Start of Recorded data

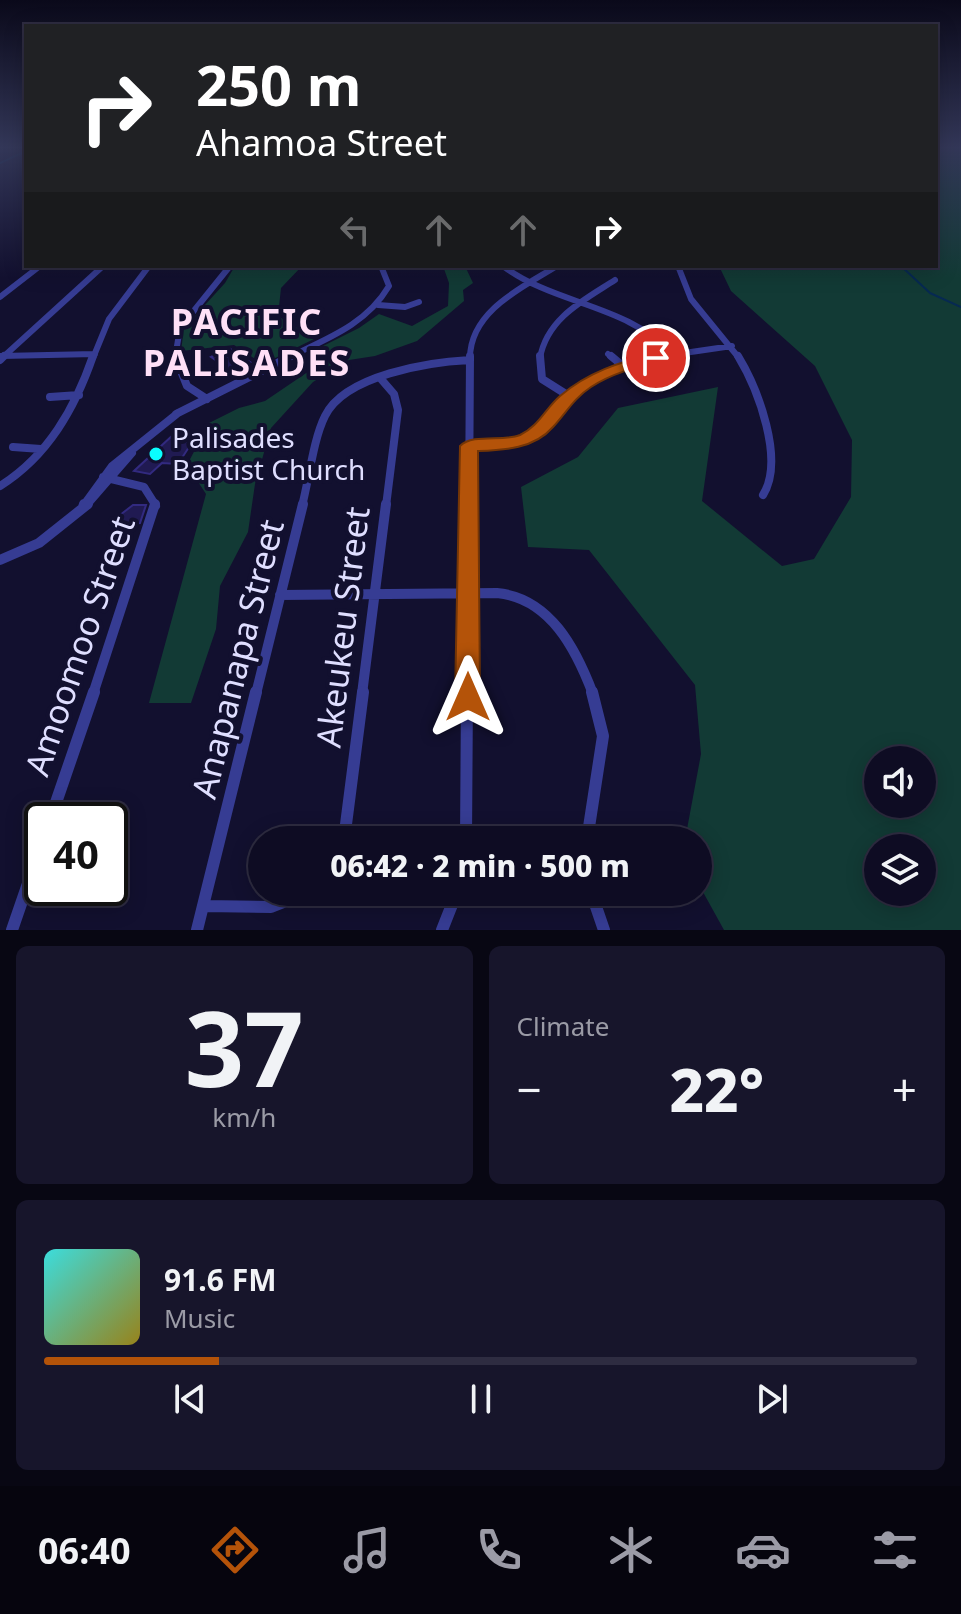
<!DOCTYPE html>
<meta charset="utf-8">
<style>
:root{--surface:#0e0c23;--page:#17152b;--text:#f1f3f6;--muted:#9b9ba6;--line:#2e2c41;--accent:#b45309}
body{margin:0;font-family:"Noto Sans",sans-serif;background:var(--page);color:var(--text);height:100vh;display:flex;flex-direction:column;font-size:30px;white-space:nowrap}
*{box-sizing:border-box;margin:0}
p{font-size:26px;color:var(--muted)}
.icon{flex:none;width:44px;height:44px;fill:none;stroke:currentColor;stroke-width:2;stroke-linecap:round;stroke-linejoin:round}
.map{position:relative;height:930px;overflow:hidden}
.sheet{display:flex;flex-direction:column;gap:16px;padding:16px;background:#080713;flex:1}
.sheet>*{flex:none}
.hud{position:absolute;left:24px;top:24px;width:914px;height:244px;border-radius:0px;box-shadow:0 4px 20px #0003,0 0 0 2px var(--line);background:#202124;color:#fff;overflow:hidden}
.controls{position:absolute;left:864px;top:746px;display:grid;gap:16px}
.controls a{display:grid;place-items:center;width:72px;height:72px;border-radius:50%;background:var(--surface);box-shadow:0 4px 20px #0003,0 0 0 2px var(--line);font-size:40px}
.speed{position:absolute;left:24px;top:802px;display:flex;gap:16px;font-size:40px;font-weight:700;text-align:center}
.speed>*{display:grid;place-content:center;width:104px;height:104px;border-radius:50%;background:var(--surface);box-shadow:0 4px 20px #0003,0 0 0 2px var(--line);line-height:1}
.speed .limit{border:4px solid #111;border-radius:12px;background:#fff;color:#111}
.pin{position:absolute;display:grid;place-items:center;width:68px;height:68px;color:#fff;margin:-34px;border:4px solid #fff;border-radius:50%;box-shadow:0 2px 8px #0007}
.me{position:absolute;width:88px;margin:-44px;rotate:0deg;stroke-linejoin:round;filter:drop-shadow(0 0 6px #0008)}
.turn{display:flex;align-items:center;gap:28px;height:168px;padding:0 40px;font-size:36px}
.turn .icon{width:104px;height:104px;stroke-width:2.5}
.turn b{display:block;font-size:56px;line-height:68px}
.lanes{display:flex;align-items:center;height:76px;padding:0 40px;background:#0003;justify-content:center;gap:40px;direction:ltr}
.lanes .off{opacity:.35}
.big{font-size:60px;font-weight:800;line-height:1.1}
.sheet .card{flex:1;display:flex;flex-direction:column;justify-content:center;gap:12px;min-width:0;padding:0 28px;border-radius:12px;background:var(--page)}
.sheet .dial{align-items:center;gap:0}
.dial b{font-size:104px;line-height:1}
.song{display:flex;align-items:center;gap:24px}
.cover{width:96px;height:96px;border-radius:12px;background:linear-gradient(135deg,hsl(180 70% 55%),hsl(50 70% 35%))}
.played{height:8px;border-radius:4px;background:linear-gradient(90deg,var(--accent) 20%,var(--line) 20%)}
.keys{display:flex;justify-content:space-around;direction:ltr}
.heat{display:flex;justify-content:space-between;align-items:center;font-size:44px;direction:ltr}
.sheet .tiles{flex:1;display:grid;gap:16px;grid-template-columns:1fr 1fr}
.card:last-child{grid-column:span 2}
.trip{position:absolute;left:248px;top:826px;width:464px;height:80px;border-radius:40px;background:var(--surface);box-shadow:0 4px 20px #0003,0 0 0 2px var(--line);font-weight:800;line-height:80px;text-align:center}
.menu{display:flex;height:128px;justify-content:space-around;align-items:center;background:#06050e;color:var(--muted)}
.menu .icon{width:56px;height:56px}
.menu .selected{color:var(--accent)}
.menu b{font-size:36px;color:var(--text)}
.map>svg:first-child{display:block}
.green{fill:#123a35;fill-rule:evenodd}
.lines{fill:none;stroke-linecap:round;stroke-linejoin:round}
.stream{stroke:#062952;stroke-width:2}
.building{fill:#201a52;stroke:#322a80;stroke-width:2}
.minor-far3{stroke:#363c93;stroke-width:6}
.minor-far2{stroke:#363c93;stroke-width:8}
.minor-far1{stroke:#363c93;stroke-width:10}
.minor{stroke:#363c93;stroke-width:12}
.route{fill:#b45309;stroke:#753606;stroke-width:2}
.poi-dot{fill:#0afeff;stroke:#12102f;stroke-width:3}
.labels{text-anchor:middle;stroke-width:8;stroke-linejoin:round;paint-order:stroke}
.poi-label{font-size:28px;fill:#dfdeff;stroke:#12102f;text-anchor:start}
.near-street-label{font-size:34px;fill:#dfdeff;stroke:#12102f}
.district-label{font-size:36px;font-weight:bold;letter-spacing:2px;fill:#ffe0f7;stroke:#12102f}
</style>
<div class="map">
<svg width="961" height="930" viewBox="0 0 961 930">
<rect width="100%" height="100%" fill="#12102f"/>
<path class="green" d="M936 148H961V930H724L698 883V840H685L701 754 695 685 589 550 528 547 521 487 578 457 618 408 718 387 702 501 782 566 814 559 851 497 852 440 815 366 731 291 719 266H936ZM878 760H922V804H878ZM878 848H922V892H878Z
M235 266H302L281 288 278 316 314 339 263 364 234 345 181 351 184 328 225 283Z
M443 266H465L473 283 463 290 464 301 417 341 375 356 349 360 313 382 271 428 255 484 248 532 220 586 216 629 191 703H149L206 494 187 465 209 423 239 408 265 401 321 363 307 354 359 328 379 314 412 326 448 306 449 283Z"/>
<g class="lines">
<path class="stream" d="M0 163 26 151
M901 266 930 293 961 307"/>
</g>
<path class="building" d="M229 348 250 362 231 371 211 357Z
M173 435 191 444 178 464 162 463 150 474 134 471Z
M133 505H146L140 523 117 525 120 515Z"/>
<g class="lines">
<path class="minor-far3" d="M503 266C557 306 625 303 674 355
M678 266 691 299 739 358
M0 297 40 266
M378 305 405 307 419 302
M608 354 613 358
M1 356 95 354
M2 358 103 266
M93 358 109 319 149 266
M175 358 180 328 230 266
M287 358C326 339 366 325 389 286L381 266
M470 358C470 311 523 287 557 266
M540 358C547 318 584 300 615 280
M650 358 732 346"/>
<path class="minor-far2" d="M175 356 187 386 207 399
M540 356 542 379 569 396
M611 356 623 366
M738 356C758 389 785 460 763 495
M0 360 4 356
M381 379 394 394 398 410 386 506
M50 397 79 395
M176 414 291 356
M469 446C550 446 531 424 584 385 606 369 634 362 660 356
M13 447 41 449
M103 477 144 487 156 506
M0 486C48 456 75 408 93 356
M83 506 112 466 178 413
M86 506 132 453
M302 506C309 480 313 440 325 416 345 375 429 362 470 360
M469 506 470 356"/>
<path class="minor-far1" d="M83 507 84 504
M0 560 39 543 88 504
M280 595 497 593C550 598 576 649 593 694
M93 694 155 504
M256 694 303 504
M362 694 386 504
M467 694 469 504"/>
<path class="minor" d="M50 820 94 692
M344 840 363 692
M466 840 467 692
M587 840 603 736 592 692
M591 892 604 930
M204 906 271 907 309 892
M12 930 42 843
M197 930 256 692
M442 930 457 892"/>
</g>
<linearGradient id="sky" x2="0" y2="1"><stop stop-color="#0a091a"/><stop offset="0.53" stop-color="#333758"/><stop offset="1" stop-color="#333758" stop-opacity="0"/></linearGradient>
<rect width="961" height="278" fill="url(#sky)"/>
<path class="route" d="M656 353 663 358 661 361C637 367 612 373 591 387 574 398 566 413 553 427 534 449 504 450 478 451L480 697 476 704 468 708 459 704 455 697 460 446C473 433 503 442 520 435 539 426 545 409 560 396 588 372 620 362 656 353Z"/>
<circle class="poi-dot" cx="156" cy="454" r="8"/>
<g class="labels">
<g class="poi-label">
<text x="172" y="448">Palisades<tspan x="172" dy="32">Baptist Church</tspan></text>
</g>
<g class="near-street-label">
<text transform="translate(343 627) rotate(-83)" y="12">Akeukeu Street</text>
<text transform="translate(80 646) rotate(-71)" y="12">Amoomoo Street</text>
<text transform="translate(238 659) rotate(-76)" y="12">Anapanapa Street</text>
</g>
<g class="district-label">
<text x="247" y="335">PACIFIC<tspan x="247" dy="41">PALISADES</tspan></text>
</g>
</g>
</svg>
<div class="controls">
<a><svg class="icon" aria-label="sound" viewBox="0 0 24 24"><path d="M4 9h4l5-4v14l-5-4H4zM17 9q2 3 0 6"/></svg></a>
<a><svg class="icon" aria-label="layers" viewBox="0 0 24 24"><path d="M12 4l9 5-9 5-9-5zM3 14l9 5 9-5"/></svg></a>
</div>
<div class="speed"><div class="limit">40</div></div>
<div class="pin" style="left:656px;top:358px;background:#d93025"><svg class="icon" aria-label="arrive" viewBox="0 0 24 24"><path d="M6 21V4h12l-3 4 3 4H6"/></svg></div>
<svg class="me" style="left:468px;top:697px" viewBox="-20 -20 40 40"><path d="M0-17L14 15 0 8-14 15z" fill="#b45309" stroke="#fff" stroke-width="4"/></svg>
<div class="trip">06:42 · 2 min · 500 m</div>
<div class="hud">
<div class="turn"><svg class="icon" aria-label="right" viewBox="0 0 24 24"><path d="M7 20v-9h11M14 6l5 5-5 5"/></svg><div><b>250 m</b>Ahamoa Street</div></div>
<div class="lanes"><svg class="icon off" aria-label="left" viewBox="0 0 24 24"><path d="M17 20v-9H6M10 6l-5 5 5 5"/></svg><svg class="icon off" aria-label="ahead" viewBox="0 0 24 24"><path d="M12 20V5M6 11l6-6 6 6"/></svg><svg class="icon off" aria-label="ahead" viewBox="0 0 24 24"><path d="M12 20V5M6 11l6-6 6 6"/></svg><svg class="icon" aria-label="right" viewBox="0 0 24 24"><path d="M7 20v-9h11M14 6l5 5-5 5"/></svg></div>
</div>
</div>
<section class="sheet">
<div class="tiles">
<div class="card dial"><b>37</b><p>km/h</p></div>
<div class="card"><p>Climate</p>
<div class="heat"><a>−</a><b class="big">22°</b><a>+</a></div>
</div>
<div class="card">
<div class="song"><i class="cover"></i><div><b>91.6 FM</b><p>Music</p></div></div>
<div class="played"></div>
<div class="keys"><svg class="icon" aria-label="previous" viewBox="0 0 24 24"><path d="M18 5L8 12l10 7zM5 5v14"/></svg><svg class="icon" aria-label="pause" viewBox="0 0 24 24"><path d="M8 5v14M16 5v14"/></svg><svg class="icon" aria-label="next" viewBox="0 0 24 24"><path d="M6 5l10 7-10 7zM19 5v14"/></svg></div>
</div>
</div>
</section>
<nav class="menu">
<b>06:40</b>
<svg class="icon selected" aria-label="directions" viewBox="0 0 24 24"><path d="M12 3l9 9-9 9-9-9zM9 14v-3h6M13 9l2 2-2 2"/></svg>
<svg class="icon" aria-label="music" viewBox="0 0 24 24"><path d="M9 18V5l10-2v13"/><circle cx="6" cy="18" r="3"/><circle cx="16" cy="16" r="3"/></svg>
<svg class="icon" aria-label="phone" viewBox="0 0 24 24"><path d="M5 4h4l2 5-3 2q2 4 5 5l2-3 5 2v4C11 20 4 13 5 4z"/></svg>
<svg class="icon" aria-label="climate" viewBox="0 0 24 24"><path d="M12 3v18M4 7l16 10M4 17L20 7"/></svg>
<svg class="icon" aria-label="car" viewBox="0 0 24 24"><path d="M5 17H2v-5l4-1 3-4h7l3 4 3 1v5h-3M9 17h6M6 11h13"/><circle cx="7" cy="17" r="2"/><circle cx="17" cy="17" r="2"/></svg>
<svg class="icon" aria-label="filters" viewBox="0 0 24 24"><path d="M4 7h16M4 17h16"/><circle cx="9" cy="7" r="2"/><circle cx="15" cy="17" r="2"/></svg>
</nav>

End of Recorded data

Requirement: Every line in the data that holds the string "selected" should be copied.

Your solution:
.menu .selected{color:var(--accent)}
<svg class="icon selected" aria-label="directions" viewBox="0 0 24 24"><path d="M12 3l9 9-9 9-9-9zM9 14v-3h6M13 9l2 2-2 2"/></svg>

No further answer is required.